My favorite passage:
The last time that the father and older sons go to the wreck to collect supplies, the father lights a fuse connected to two barrels of gun powder to blow up the ship. They watch it explode from shore, and the family is somewhat surprised because he hadn't warned them about his plan. I understood the father's thinking that if the wreck was gone they would not be tempted to visit it anymore. But I couldn't help but think that using up so much gunpowder was unwise, since for them it was a non-renewable resource (and they like their guns). I think what I do like about this passage is that blowing up a wrecked boat is a very "guy" thing to do. Boys must love this part of the book.

What I really think:
I listened to this book because Jon Scieszka mentions it in his autobiography Knucklehead. I almost turned it off. Probably this is a very good book and was even better during the time in which it was written. But as a woman of the 21st century, I had some issues. 

The gender roles are rigid and condescending. "The mother" is referred to by name maybe once. She almost never carries a weapon so at least one of the sons is always with her to protect her. She makes all their meals and washes, mends, and later makes all their clothes. 

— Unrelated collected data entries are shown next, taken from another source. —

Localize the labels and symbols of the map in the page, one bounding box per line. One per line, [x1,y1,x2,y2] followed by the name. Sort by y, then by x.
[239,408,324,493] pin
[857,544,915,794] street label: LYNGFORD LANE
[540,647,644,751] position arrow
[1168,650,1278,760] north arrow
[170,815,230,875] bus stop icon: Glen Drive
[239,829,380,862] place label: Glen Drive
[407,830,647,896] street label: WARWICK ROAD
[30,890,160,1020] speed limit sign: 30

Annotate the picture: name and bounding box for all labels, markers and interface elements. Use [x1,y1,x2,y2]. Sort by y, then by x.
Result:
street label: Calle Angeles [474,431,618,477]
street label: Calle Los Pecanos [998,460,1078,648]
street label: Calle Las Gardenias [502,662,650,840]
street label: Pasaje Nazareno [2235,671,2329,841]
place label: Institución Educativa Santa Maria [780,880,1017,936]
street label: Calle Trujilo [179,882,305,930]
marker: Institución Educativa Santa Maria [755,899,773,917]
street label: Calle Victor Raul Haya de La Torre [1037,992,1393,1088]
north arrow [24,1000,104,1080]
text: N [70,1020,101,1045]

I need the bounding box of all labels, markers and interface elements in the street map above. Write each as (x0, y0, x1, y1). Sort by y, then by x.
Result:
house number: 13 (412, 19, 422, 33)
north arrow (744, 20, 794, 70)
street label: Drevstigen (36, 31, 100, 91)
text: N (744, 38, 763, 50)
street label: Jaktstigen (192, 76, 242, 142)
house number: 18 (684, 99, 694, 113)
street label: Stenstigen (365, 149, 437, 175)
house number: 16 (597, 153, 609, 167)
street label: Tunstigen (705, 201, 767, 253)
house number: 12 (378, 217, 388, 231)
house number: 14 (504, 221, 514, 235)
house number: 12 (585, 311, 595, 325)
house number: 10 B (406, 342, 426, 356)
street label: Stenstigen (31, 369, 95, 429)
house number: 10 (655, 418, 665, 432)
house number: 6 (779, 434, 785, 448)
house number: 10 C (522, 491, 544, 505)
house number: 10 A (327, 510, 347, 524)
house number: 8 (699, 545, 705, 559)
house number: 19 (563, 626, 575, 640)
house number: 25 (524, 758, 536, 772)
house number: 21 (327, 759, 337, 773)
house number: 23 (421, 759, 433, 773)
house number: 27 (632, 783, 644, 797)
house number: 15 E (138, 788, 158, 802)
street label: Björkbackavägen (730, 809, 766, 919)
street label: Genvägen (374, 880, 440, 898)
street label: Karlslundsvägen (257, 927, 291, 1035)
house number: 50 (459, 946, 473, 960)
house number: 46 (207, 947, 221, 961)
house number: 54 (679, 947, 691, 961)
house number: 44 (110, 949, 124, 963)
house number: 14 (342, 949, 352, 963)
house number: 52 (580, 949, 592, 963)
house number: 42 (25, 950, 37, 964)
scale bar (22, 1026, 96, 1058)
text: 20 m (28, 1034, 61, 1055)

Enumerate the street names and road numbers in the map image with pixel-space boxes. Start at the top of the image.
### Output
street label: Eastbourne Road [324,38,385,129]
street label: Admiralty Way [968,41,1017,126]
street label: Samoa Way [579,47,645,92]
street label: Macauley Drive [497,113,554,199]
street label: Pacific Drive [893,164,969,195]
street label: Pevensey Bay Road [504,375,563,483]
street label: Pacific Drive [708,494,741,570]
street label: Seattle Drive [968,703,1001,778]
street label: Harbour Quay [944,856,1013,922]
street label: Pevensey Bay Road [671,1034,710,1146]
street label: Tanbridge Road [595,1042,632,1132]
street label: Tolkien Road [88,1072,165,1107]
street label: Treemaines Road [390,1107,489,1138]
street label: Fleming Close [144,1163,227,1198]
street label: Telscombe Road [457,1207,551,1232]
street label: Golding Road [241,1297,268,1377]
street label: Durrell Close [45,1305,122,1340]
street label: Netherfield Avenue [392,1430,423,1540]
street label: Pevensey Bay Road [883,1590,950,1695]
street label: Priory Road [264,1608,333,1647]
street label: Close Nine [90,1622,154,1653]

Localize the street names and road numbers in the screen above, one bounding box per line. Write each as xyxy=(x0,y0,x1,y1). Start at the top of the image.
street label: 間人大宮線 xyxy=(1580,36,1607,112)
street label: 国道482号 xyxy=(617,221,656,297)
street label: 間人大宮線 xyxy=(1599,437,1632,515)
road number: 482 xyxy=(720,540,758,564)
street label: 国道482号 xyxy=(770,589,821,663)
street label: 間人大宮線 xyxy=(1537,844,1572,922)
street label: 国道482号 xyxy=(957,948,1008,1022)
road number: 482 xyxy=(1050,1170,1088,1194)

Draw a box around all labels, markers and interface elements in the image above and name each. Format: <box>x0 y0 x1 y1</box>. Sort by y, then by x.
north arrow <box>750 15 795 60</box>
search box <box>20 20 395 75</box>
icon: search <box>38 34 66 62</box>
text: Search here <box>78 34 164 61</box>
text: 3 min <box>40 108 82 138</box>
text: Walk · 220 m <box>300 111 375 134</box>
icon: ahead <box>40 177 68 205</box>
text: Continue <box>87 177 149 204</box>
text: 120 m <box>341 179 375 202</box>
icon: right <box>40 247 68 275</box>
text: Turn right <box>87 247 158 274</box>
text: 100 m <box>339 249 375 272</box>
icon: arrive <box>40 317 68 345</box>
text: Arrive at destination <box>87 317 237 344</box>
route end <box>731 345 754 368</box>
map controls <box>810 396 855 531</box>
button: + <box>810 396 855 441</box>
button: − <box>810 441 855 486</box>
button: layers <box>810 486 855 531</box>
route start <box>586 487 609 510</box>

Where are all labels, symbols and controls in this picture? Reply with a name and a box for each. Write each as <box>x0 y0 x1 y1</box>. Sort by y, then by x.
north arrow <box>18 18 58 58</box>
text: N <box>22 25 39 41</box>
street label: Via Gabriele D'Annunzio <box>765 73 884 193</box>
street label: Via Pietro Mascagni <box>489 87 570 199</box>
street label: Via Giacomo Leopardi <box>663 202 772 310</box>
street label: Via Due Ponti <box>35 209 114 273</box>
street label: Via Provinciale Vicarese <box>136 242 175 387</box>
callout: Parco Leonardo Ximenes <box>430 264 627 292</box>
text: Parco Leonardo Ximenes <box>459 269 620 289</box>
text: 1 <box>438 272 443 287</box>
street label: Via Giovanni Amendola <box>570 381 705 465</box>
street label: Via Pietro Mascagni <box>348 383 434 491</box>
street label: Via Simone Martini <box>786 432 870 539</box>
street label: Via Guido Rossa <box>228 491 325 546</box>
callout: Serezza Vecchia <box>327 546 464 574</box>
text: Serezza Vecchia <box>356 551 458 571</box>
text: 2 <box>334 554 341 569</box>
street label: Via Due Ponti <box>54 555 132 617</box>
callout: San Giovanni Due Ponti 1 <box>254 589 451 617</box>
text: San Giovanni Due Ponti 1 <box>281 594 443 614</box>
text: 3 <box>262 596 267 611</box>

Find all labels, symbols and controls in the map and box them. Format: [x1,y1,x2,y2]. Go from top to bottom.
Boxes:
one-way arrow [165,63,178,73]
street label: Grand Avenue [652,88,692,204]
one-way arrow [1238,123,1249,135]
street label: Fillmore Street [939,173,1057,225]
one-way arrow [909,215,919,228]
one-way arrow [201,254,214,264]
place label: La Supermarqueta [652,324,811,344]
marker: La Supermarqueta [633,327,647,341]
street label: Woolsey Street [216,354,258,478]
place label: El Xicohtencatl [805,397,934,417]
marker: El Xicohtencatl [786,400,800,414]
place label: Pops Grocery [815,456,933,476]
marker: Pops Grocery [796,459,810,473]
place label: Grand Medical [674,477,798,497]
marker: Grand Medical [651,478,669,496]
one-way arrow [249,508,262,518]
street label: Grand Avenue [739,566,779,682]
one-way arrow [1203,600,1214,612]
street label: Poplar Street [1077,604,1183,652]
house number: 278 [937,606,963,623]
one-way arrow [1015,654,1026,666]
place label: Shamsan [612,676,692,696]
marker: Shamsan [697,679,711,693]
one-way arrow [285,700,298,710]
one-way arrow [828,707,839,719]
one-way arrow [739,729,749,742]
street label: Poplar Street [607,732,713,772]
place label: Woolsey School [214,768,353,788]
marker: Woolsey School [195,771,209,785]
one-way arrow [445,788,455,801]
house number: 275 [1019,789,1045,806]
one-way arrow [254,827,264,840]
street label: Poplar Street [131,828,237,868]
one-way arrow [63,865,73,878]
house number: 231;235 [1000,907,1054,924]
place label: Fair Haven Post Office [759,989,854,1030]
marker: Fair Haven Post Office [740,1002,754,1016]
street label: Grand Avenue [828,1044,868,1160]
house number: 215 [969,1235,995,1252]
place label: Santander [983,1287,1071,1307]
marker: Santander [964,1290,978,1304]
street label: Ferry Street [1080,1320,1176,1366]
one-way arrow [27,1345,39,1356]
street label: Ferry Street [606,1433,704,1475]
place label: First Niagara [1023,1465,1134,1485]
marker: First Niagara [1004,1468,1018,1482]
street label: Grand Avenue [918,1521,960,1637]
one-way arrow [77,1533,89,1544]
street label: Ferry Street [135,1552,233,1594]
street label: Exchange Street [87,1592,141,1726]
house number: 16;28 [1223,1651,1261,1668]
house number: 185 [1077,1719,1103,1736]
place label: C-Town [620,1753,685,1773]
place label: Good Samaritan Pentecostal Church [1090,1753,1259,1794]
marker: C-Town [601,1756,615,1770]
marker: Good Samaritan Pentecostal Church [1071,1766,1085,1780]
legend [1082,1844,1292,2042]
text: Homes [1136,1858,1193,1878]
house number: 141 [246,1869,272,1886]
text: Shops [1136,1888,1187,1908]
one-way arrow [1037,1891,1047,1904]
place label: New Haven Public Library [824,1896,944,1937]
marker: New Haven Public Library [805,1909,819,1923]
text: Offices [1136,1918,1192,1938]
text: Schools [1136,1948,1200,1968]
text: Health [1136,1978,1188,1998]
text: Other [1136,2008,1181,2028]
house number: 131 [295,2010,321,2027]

Then there are the weapons. Although there is an abundance of food between everything they take off the ship, naturally growing edibles, and game, their approach to wildlife is "shoot first and ask questions later." They even kill penguins after they know that penguin meat doesn't taste good. And it is not that the wilderness is dangerous and they are shooting quickly to protect themselves. Sometimes they come upon a new thing slowly, identify it as best they can, and still decide to kill is, just because. 

Then there is all the wildlife itself. I am no naturalist, so perhaps an island like this exists. Or perhaps I was supposed to suspend my disbelief and accept this as a fanciful place. They meet a penguin early on, so I thought they were near South America. But then later in the book they encounter several African animals, including elephants and lions. Is there really a place where all of these things live together?

All that said, I can see why boys would probably like this book. They might not think twice about the gender roles and would love to run around with guns killing things. And they wouldn't be troubled with pesky questions about where in the ocean this island could be located.